November 14, 2013 at 1:29 am
Anybody have advice on conversions from "Technical Silos" to "Functional Groups". We are going through a re-org and what might make sense for some skill sets, does not seem to make sense for the operations DBA team. What is wrong with teams that focus on improving specific skills and systems instead of trying to absorb other technologies in order to provide substandard on call support participation.
We are only 3 DBA's that manage over 200 SQL Servers and the only reason we have kept things manageable, is the standardization we have made across all servers and I fear that if we are split into separate teams we will lose our common focus. A major portion of our duties are generic care and feeding of sql servers, performance troubleshooting, reliable DB deployment, and maintenance of updated lower environments.
If we are not working together it will be impossible for improvements made by one DBA to be known and used by the others. And the idea of one of the new team members from what used to be storage, networking, or platforms troubleshooting performance problems in a 1200 line stored procedure is as scary as letting me play with firewall rules or AD settings.
November 15, 2013 at 12:23 pm
steve.ledridge (11/14/2013)
Anybody have advice on conversions from "Technical Silos" to "Functional Groups". We are going through a re-org and what might make sense for some skill sets, does not seem to make sense for the operations DBA team. What is wrong with teams that focus on improving specific skills and systems instead of trying to absorb other technologies in order to provide substandard on call support participation.We are only 3 DBA's that manage over 200 SQL Servers and the only reason we have kept things manageable, is the standardization we have made across all servers and I fear that if we are split into separate teams we will lose our common focus. A major portion of our duties are generic care and feeding of sql servers, performance troubleshooting, reliable DB deployment, and maintenance of updated lower environments.
If we are not working together it will be impossible for improvements made by one DBA to be known and used by the others. And the idea of one of the new team members from what used to be storage, networking, or platforms troubleshooting performance problems in a 1200 line stored procedure is as scary as letting me play with firewall rules or AD settings.

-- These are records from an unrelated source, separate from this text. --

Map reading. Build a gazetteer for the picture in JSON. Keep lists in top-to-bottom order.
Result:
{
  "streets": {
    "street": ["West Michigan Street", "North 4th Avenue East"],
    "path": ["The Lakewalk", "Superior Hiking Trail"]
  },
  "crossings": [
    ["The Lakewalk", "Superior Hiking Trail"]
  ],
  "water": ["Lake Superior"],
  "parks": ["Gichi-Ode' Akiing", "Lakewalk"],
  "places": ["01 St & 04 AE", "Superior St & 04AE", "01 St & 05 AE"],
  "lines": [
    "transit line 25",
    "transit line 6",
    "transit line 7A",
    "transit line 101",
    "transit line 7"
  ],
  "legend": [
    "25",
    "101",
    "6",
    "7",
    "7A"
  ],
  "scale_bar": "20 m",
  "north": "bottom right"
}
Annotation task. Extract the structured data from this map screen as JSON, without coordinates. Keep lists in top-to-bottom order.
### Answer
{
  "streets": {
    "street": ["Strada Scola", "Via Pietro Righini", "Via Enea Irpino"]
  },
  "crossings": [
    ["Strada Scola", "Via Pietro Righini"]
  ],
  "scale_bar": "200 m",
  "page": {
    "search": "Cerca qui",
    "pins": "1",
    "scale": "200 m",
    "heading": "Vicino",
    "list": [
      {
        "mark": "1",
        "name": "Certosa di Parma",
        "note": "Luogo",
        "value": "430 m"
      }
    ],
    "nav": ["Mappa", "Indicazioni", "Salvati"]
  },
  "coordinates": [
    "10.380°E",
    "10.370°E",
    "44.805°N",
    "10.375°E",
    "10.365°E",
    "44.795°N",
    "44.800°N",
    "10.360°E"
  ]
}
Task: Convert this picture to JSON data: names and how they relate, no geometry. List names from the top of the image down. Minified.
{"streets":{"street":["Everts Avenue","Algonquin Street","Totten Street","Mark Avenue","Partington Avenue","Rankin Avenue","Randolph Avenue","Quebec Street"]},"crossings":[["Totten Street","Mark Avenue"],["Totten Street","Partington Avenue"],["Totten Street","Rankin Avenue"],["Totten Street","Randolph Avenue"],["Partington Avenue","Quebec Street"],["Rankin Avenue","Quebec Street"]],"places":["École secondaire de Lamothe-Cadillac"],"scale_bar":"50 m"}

OK, what you described in the part of your post that I put in bold type seems silly. "Functional groups" should mean "a group of people with various skill sets (possibly from various organizations within the company) who work cooperatively to achieve a common goal", not "a team where everyone tries to do the work that falls in everyone else's areas of expertise." It's an absolute waste to have a storage systems engineer troubleshooting database performance issues or a DBA debugging .NET code. It that's what your employer is planning, I would start looking for a new job ASAP.
My employer has separate development groups for each product line that include application developers, web designers, database developers, etc. and a separate DBA group that manages the SQL Server infrastructure. Each DBA primarily supports a particular development group or groups (although any of the DBAs can assist any development group as needed) and thus gets to know the people and business of "his" development group(s) but is directly responsible to the DBA manager for things like standardization, availability, security, maintenance, disaster recovery, etc. When both sides work to develop good communication and working relationships, conflicts between the needs and goals of the development groups and the needs and goals of the DBA group become much easier to resolve and everyone becomes more productive.